→ Exercise requirements
Of the records that follow, copy only the lines from the line containing "<strong>Stridr</strong>" to the line containing "<!-- stream -->", both included, exactly as written.

→ Records provided
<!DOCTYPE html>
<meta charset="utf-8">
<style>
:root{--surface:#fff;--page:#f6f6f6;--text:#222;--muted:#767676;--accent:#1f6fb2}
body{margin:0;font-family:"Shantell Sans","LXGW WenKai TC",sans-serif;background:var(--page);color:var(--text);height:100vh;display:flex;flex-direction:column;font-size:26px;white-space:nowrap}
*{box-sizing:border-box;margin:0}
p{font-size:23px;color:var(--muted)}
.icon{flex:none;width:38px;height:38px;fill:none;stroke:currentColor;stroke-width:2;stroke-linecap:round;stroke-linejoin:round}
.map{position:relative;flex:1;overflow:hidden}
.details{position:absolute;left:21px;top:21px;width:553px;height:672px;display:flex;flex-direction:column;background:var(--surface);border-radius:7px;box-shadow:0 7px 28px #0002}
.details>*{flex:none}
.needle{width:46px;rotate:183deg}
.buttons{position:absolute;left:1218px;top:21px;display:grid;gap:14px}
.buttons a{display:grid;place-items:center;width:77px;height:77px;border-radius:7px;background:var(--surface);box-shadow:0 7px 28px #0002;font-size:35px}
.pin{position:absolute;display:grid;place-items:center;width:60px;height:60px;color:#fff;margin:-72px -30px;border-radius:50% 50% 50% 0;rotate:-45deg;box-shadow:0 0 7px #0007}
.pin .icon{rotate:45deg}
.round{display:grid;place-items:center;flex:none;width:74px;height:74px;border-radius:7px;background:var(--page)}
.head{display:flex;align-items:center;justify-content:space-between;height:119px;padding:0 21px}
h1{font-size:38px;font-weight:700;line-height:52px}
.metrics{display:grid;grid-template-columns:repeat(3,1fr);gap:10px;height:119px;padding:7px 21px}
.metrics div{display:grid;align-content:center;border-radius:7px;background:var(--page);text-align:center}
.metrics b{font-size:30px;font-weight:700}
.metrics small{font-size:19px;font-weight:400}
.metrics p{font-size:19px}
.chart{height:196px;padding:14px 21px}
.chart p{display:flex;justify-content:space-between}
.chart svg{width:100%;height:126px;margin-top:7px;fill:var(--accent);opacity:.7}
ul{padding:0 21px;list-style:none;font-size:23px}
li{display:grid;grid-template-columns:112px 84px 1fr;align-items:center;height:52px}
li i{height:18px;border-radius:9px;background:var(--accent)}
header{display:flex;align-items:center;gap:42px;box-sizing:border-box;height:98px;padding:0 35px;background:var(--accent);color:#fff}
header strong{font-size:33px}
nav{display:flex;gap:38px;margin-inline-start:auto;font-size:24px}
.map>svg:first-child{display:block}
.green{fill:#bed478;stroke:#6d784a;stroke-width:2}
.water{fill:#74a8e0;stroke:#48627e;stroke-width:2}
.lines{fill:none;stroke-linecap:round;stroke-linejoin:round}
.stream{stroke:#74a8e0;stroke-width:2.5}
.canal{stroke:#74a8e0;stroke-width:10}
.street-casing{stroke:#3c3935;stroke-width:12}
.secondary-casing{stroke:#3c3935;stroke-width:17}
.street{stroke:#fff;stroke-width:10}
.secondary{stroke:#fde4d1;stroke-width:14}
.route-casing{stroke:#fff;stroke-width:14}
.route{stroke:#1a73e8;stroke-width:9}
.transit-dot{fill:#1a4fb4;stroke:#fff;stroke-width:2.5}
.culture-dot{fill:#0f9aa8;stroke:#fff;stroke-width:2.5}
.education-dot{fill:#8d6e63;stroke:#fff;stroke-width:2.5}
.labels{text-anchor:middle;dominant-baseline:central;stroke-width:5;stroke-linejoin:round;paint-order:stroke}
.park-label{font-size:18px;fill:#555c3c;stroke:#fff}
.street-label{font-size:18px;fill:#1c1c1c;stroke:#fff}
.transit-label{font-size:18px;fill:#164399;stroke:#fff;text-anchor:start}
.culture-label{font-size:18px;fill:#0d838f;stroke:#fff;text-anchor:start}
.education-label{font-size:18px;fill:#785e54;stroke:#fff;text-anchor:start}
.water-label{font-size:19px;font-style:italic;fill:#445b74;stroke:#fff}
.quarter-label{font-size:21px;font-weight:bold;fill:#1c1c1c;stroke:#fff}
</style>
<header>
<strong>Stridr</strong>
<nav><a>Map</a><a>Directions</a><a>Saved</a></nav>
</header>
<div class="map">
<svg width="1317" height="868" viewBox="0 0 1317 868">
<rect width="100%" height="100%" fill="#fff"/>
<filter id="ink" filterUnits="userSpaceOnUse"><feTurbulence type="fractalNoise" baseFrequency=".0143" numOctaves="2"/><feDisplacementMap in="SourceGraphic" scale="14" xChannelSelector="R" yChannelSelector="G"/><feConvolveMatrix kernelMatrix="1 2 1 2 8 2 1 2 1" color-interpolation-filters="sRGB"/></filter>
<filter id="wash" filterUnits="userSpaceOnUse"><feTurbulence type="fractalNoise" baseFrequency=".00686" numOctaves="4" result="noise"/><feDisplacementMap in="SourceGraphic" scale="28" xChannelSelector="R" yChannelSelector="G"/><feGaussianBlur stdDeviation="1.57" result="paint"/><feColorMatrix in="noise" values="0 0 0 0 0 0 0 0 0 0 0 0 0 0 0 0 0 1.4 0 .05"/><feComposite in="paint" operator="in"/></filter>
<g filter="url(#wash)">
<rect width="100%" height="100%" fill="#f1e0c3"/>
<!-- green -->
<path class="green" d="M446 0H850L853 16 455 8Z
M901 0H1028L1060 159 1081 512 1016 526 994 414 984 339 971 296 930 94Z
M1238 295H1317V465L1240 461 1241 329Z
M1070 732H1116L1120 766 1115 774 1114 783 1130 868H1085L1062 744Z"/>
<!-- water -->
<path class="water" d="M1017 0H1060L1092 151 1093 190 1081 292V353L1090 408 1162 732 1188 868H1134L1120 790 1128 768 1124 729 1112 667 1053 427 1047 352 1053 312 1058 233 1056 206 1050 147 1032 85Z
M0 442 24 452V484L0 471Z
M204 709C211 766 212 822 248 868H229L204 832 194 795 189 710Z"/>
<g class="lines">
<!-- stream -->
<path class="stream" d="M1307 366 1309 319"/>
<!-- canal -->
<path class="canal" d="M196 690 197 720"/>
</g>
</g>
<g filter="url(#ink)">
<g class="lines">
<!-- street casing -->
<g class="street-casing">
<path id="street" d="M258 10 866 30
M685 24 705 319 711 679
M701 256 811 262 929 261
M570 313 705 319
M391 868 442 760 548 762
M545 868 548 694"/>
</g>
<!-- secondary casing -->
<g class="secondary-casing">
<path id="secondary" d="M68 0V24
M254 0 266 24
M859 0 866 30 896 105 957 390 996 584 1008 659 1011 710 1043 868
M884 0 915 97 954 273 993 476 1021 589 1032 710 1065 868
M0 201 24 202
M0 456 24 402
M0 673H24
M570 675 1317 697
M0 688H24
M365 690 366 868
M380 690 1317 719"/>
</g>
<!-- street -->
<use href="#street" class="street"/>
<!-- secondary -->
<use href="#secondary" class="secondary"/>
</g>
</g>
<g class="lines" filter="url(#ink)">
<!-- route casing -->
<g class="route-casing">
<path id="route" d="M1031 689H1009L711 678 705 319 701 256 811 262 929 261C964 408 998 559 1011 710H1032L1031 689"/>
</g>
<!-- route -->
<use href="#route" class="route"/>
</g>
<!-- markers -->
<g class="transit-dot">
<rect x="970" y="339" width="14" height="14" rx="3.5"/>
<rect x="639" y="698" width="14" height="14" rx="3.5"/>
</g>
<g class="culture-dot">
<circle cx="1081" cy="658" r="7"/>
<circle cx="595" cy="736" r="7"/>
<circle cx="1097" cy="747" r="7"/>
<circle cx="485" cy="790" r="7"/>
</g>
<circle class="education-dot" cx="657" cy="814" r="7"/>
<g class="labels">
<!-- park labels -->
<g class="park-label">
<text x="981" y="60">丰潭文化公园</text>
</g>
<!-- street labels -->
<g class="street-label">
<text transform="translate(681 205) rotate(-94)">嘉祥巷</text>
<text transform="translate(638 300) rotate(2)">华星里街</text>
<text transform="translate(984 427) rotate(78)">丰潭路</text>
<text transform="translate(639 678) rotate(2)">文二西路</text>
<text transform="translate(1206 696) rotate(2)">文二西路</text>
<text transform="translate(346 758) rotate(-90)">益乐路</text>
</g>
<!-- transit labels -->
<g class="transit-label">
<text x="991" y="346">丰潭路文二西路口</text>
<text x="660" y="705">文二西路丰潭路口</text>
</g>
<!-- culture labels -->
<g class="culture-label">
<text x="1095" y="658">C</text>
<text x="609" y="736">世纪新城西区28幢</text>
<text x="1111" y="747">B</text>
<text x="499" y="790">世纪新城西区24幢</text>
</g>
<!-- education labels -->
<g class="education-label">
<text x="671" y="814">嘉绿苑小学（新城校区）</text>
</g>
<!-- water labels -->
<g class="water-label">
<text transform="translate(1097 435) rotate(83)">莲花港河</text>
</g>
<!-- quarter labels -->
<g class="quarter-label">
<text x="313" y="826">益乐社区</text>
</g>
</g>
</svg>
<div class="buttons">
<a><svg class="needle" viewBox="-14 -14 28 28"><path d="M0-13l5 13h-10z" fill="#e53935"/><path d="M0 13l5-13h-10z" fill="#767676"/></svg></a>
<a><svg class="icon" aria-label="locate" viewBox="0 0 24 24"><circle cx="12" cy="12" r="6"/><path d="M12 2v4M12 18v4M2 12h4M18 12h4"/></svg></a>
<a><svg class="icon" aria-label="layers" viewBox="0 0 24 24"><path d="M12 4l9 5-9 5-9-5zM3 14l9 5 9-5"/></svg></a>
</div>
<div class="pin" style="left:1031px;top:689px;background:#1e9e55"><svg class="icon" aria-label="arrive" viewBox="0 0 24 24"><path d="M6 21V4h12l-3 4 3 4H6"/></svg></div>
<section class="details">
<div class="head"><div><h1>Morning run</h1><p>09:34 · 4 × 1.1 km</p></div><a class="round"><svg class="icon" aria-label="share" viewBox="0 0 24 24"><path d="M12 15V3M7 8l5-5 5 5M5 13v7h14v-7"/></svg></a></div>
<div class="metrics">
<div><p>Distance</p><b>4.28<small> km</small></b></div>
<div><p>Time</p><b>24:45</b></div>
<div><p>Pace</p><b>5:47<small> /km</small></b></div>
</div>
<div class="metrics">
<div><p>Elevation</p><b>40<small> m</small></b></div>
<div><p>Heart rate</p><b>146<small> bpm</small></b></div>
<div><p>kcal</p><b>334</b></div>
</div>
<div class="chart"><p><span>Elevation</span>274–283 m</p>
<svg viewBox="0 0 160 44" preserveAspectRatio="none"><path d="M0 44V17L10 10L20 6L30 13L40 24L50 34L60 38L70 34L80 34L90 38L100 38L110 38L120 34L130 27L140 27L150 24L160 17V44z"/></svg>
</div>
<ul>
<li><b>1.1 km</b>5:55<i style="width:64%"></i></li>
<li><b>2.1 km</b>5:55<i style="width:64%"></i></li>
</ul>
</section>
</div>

→ Result for this task
<strong>Stridr</strong>
<nav><a>Map</a><a>Directions</a><a>Saved</a></nav>
</header>
<div class="map">
<svg width="1317" height="868" viewBox="0 0 1317 868">
<rect width="100%" height="100%" fill="#fff"/>
<filter id="ink" filterUnits="userSpaceOnUse"><feTurbulence type="fractalNoise" baseFrequency=".0143" numOctaves="2"/><feDisplacementMap in="SourceGraphic" scale="14" xChannelSelector="R" yChannelSelector="G"/><feConvolveMatrix kernelMatrix="1 2 1 2 8 2 1 2 1" color-interpolation-filters="sRGB"/></filter>
<filter id="wash" filterUnits="userSpaceOnUse"><feTurbulence type="fractalNoise" baseFrequency=".00686" numOctaves="4" result="noise"/><feDisplacementMap in="SourceGraphic" scale="28" xChannelSelector="R" yChannelSelector="G"/><feGaussianBlur stdDeviation="1.57" result="paint"/><feColorMatrix in="noise" values="0 0 0 0 0 0 0 0 0 0 0 0 0 0 0 0 0 1.4 0 .05"/><feComposite in="paint" operator="in"/></filter>
<g filter="url(#wash)">
<rect width="100%" height="100%" fill="#f1e0c3"/>
<!-- green -->
<path class="green" d="M446 0H850L853 16 455 8Z
M901 0H1028L1060 159 1081 512 1016 526 994 414 984 339 971 296 930 94Z
M1238 295H1317V465L1240 461 1241 329Z
M1070 732H1116L1120 766 1115 774 1114 783 1130 868H1085L1062 744Z"/>
<!-- water -->
<path class="water" d="M1017 0H1060L1092 151 1093 190 1081 292V353L1090 408 1162 732 1188 868H1134L1120 790 1128 768 1124 729 1112 667 1053 427 1047 352 1053 312 1058 233 1056 206 1050 147 1032 85Z
M0 442 24 452V484L0 471Z
M204 709C211 766 212 822 248 868H229L204 832 194 795 189 710Z"/>
<g class="lines">
<!-- stream -->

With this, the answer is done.